Neuroscientist Dr Rebeccah Slater and her team at University College London are trying to answer those questions.
At the moment medical teams assess whether babies are in pain from their expression - a screwed up face or bulging forehead, along with physiological signs like the heart rate.
Dr Slater used a portable machine to assess whether these signs matched up with blood flow in the brain - a sign that specific "pain centres" have been triggered.
Palliative care
Palliative care – tending to the needs of people with serious illnesses from which they will not recover – is area that has benefitted immensely from recent advances in our understanding of pain, and how to treat it.
It is a burgeoning speciality with state of the art pain management at it’s very heart.

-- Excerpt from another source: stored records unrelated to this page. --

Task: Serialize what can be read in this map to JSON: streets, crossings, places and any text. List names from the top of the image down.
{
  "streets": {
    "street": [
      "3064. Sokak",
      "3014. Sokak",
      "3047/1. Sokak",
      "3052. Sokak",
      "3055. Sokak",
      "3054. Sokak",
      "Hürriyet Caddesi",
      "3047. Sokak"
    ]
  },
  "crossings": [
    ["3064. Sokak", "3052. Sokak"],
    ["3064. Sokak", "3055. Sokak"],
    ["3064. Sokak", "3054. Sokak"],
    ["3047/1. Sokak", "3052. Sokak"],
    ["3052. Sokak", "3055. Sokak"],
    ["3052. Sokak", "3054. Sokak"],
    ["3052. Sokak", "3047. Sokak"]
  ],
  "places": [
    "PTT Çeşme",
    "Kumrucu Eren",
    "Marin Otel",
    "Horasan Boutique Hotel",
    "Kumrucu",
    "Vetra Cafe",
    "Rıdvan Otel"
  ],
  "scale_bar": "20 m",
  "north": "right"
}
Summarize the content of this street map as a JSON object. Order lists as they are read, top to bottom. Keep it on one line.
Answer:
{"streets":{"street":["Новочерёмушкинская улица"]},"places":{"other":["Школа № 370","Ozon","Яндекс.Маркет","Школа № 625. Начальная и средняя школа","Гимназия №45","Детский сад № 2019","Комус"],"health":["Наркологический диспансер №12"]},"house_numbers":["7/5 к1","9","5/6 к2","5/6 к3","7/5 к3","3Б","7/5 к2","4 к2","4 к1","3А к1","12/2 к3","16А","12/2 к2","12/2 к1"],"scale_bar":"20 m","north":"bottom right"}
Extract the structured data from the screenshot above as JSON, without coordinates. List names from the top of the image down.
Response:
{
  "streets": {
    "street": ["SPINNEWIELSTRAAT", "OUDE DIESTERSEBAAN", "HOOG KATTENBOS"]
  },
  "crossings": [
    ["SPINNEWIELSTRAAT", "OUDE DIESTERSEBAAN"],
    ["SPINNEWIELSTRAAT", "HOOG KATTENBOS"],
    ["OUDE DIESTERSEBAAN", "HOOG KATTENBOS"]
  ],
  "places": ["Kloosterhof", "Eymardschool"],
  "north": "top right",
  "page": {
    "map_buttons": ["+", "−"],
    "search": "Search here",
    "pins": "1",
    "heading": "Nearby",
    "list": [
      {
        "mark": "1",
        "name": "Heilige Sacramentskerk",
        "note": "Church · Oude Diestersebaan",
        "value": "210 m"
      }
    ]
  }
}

Barbara Myers visits Martlett’s Hospice in Brighton to meet Dr Rose Turner – a Consultant in Palliative Care.
She also talks to one of the patients about how effective strong painkillers like morphine are for relievingÌýhis pain, following an operation for cancer of the oesophagus.
Dr Turner is reassuing about the use of such powerful drugs, which are not addictive when administered properly, for patients who need them.
Chronic Pain
While acute pain exists to protect us from harm by alerting us to take action against something which is harming, chronic pain caused by conditions like arthritis and sciatica may serve little useful purpose.
In fact, as Professor Tracey explains, new evidence suggests that it may actually take on a life of its own and permanently alter the nervous system.
These changes - known as 'plasticity' - are often viewed in medicine as a positive force - eg when a patient has had a stroke and areas of the brain may take over certain functions no longer carried out by other damaged areas.
But in chronic pain plasticity is viewed as a bad sign, where the pain signals remain 'switched on' and the 'volume' permanently turned up to high. Scanning such patients may provide useful information about how to treat them effectively.